Since church takes up most of the morning on Sundays, I rarely plan any ambitious adventures for Sunday afternoons. And today was perfect for a lazy paddle around the rocky islands and quiet coves of the Hudson River at Moreau. How lovely and shimmery the river appeared as I slipped my canoe into its cool and welcoming waters.



I did have a quest that took me on foot through some difficult terrain, but I tolerated the sweaty effort because I knew I could jump in the river to wash off the mud and sweat. My flower journal told me it was time to go looking for Green Wood Orchids where I've found them for several years' running. Unfortunately, they like to grow in mucky ground where fallen trees create a shin-scratching obstacle course for a bare-legged hiker. But sure enough, I had my reward: at least six specimens of this small, kind of unpreposessing plant. There may have been more, but their almost translucent green color makes them hard to see in the surrounding vegetation. A beam of sun poked in through the canopy to reveal this one to me.



My camera kept refusing to focus its macro lens on the individual flowers unless I blocked the background with my fingers. But that's okay, because the fingers provide some scale to reveal how small these flowers are. This photo also reveals the long, curved spur that is one of this orchid's distinguishing features.



I should have stuck my fingers in this photo, too, to show how extremely small these Water Pennywort flowers are. Maybe an eighth of an inch. They like the same kind of mucky ground that the orchids do, and they're even harder to find than those orchids because they hide beneath their leaves.




Here's what the leaves look like, rather pretty in their own right, with those delicate scalloped green discs.




Well, there's no problem at all spotting the Cardinal Flower, since it's easily the flashiest flower that grows. This stretch of the river just teems with them, and the show has just begun.

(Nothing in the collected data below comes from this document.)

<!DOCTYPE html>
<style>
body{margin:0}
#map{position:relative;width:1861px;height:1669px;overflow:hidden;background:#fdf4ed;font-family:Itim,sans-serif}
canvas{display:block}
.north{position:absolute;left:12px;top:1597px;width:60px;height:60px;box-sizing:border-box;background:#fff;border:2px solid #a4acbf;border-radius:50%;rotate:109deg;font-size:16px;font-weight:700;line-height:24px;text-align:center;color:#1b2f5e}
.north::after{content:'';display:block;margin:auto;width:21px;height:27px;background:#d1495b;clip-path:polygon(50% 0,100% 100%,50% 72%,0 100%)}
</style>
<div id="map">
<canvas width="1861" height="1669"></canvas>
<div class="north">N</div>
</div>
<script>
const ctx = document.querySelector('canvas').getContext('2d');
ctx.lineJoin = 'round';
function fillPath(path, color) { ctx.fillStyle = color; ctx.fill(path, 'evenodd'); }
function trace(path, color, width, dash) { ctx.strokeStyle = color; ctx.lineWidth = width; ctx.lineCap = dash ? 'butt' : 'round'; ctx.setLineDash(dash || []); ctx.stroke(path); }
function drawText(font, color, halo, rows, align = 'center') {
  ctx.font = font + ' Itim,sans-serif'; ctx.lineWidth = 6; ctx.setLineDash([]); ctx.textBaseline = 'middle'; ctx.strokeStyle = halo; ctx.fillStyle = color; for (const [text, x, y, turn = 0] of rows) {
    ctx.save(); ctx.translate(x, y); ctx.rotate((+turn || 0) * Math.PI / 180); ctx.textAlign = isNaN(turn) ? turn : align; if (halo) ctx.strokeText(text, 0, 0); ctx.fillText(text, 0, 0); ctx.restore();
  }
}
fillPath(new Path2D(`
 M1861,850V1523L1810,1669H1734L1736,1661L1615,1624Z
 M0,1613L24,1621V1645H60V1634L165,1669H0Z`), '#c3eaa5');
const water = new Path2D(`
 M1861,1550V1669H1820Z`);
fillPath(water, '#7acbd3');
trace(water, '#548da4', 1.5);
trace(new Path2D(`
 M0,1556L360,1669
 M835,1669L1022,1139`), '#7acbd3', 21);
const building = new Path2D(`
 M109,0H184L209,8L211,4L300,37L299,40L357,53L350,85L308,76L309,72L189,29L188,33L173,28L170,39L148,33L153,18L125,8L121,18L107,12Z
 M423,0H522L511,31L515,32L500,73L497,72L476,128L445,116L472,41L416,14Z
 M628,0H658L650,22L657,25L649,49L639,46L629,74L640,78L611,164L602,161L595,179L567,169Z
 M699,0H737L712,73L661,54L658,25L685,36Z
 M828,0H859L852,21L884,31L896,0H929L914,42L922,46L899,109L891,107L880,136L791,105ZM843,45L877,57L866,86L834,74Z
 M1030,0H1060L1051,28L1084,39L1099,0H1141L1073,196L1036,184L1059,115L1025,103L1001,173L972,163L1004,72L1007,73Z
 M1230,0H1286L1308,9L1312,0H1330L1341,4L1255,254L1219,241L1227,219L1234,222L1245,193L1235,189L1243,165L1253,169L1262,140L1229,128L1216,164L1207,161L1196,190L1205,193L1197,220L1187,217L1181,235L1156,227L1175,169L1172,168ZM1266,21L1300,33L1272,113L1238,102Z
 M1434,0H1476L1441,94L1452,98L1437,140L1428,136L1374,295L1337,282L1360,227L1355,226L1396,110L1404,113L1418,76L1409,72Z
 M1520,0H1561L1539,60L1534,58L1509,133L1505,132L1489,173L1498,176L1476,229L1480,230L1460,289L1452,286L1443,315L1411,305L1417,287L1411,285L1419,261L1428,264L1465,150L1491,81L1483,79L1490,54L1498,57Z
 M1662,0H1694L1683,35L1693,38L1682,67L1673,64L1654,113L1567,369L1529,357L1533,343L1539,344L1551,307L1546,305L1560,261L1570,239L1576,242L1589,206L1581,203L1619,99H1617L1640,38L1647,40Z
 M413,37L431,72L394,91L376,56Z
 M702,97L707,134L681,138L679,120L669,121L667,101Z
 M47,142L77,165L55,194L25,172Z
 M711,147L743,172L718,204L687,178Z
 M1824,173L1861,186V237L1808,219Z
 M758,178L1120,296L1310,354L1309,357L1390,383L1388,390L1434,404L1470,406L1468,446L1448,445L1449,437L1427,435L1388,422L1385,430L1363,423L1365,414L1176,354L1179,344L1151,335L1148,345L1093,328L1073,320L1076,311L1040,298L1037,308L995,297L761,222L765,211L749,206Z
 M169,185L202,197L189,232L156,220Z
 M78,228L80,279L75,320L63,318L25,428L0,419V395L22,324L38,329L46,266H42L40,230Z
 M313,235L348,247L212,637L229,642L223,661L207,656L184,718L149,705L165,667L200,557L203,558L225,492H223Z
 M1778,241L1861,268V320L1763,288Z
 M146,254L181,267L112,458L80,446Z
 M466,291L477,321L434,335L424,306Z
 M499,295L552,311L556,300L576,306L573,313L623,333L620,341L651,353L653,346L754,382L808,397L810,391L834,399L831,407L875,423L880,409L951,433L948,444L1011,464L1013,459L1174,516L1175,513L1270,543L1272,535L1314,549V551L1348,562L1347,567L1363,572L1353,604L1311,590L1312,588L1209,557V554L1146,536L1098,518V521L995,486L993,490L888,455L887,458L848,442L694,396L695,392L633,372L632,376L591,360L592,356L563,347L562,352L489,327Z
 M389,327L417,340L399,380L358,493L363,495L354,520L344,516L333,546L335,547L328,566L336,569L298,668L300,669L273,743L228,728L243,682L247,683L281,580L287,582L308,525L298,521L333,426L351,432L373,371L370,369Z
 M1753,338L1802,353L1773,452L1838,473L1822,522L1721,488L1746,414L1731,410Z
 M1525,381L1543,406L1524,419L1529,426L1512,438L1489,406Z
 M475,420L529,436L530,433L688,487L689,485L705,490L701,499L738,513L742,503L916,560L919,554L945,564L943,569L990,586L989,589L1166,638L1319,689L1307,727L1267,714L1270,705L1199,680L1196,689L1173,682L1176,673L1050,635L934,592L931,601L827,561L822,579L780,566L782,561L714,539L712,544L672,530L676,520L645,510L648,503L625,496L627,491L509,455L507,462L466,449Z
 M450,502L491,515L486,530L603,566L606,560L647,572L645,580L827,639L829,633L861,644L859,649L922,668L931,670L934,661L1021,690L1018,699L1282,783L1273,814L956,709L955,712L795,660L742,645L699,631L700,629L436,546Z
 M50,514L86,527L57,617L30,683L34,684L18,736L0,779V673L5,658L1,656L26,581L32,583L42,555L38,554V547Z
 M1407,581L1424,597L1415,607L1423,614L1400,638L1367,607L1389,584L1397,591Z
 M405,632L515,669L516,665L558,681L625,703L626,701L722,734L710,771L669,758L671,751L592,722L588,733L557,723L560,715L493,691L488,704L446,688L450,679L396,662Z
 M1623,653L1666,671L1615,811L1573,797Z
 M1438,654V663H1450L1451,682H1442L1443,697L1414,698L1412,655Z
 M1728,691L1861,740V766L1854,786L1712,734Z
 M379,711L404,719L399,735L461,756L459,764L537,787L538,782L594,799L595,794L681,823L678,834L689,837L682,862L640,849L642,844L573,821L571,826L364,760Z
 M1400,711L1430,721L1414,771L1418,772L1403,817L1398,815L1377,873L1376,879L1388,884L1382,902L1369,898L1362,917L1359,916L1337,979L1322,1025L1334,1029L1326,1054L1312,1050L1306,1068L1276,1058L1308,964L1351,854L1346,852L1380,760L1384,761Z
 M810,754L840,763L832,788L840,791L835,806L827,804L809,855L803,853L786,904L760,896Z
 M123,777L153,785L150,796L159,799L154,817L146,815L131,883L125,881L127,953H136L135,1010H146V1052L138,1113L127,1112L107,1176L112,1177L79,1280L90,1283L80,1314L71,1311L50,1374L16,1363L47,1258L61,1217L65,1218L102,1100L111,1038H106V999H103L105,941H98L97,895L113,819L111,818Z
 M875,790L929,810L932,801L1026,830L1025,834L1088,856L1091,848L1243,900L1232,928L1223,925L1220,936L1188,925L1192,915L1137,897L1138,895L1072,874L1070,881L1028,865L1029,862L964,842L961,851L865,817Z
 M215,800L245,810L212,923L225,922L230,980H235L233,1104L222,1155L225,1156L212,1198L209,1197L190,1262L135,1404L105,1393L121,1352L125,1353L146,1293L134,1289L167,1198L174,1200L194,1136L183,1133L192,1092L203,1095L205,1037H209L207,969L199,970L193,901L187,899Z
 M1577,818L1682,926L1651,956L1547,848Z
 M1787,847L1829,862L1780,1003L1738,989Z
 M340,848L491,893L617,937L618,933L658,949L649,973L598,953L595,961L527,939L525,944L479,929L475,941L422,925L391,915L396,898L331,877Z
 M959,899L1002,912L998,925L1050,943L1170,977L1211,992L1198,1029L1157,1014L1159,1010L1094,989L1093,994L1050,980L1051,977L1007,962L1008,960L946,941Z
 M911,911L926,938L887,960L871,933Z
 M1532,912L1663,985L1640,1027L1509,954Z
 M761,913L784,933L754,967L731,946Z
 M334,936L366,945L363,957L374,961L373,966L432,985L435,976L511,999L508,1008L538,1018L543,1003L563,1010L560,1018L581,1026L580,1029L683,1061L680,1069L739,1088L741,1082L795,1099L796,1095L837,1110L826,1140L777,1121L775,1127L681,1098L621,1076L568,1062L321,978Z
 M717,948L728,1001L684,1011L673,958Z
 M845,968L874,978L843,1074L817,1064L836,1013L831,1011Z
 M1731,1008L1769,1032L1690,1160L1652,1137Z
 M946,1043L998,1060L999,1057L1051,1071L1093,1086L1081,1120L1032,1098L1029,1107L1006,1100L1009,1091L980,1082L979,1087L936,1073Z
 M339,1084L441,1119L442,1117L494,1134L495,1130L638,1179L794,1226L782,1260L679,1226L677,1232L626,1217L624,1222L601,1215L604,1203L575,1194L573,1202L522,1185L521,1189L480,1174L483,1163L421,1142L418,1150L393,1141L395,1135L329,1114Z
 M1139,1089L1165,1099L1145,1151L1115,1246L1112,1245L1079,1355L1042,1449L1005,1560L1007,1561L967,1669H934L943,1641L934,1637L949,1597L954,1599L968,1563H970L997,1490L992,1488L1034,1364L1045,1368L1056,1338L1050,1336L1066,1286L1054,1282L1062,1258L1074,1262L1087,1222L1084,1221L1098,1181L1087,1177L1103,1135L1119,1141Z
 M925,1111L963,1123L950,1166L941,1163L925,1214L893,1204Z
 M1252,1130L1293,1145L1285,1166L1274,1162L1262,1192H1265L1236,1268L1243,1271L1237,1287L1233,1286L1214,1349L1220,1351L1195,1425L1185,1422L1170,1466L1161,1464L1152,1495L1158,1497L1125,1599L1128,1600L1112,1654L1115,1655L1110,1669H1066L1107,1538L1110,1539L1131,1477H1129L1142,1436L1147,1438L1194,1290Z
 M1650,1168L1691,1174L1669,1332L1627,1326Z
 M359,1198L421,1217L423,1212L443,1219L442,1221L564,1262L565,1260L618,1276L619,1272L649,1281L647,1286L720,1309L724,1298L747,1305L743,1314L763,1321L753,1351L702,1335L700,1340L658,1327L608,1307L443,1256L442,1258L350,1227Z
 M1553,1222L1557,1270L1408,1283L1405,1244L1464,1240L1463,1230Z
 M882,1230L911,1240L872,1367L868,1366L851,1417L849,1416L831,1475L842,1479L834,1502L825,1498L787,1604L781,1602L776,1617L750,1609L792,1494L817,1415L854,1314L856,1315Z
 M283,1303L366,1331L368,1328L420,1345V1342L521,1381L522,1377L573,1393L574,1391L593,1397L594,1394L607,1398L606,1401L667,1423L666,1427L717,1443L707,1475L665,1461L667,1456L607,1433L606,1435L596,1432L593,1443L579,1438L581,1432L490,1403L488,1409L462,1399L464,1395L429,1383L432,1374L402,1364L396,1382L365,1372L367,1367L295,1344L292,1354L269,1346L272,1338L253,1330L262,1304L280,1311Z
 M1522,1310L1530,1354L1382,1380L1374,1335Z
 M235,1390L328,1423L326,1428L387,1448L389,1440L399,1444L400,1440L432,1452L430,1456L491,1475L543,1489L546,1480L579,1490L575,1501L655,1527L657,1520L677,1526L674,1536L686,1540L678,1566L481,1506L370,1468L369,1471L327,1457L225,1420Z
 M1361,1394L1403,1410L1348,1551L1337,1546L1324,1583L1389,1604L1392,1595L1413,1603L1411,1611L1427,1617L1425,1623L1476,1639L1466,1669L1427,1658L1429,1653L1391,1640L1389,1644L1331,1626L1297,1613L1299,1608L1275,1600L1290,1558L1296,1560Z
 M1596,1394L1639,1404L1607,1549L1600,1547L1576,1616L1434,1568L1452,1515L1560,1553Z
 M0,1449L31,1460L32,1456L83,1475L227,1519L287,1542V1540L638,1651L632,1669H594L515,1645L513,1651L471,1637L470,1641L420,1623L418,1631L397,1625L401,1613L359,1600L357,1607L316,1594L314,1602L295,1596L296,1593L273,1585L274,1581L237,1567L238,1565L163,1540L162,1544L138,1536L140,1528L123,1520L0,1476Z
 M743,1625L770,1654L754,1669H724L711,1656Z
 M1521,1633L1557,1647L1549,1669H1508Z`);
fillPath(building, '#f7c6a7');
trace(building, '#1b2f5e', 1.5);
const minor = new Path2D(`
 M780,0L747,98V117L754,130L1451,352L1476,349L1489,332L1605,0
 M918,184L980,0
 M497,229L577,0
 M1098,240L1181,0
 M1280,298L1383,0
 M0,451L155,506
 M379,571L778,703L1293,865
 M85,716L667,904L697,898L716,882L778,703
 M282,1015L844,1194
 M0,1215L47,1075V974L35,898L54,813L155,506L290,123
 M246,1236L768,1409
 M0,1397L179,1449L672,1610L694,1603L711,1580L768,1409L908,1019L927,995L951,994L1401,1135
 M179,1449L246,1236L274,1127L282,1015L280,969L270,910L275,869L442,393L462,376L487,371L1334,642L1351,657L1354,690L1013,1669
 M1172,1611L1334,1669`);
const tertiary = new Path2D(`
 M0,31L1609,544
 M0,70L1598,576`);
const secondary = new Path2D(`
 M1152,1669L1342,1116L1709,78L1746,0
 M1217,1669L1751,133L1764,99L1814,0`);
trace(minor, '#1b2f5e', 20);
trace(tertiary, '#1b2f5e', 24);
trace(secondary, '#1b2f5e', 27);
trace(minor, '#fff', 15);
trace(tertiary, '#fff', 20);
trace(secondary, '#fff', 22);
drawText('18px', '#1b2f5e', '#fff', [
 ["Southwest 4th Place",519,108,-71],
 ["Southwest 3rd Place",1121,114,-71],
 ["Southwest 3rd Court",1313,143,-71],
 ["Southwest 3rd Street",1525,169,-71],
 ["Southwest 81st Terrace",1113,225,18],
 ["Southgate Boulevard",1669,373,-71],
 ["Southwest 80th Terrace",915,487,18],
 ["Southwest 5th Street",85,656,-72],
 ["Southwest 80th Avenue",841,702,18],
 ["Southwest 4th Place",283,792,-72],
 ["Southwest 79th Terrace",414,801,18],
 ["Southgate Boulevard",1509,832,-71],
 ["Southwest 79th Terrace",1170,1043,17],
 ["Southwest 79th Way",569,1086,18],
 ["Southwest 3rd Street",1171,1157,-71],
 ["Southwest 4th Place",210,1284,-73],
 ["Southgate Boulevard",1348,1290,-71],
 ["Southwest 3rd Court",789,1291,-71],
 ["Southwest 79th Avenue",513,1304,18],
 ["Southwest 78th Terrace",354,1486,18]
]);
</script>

Smaller and somewhat more subdued in color, Marsh St. Johnswort flowers are just as pretty, but they open for only a short span of time each day, so it's easy to miss them. It was my lucky day to find them fully in bloom.



This Swamp Milkweed is long past its flowering time, but its graceful, slender pods are still a delight to see.



Did you notice the bonus critter in the photo above? This yellow and black striped Monarch caterpillar eats only milkweed before it metamorphoses into the beautiful orange and black butterfly. I'll have to check back later to see if I can find the pale jade-green chrysalis, touched with dots of bright gold.



This Tiger Swallowtail butterfly was enjoying its lunch, sipping the nectar from each tiny floret of Buttonbush balls.



Another bug was feasting on Buttonbush, but it scurried away when I poked my camera at it, so all I captured was its little red and black spotted butt.



Tying my boat back onto my car, I noticed these charming little Mint Family weeds edging the roadside where I had parked.

This is Hemp Nettle, and I realize that they're just a common alien plant and not very showy, at that. But just take a closer look at those tiny blooms, with their fuzzy pates and purple-striped lower lips. I think they're as pretty as any orchid. Certainly prettier than that pale green one I encountered today. And a heck of a lot easier to find.


2 comments:

Wayne said...

Nice to see the familiar view of that pretty bay on the river's edge. It keeps getting better in the Fall, too. Thanks for telling me the names of so many familiar plants that I never bothered looking up before. Was that a ladybird beetle looking for aphids on the buttonbush?

Woodswalker said...

Hi Wayne, good to hear from you. Yes, that part of the river is as pretty as any place I've ever paddled -- in every season. And exceedingly rich with varieties of flowers. That beetle was a longer oval shape than a ladybird, but colored much the same.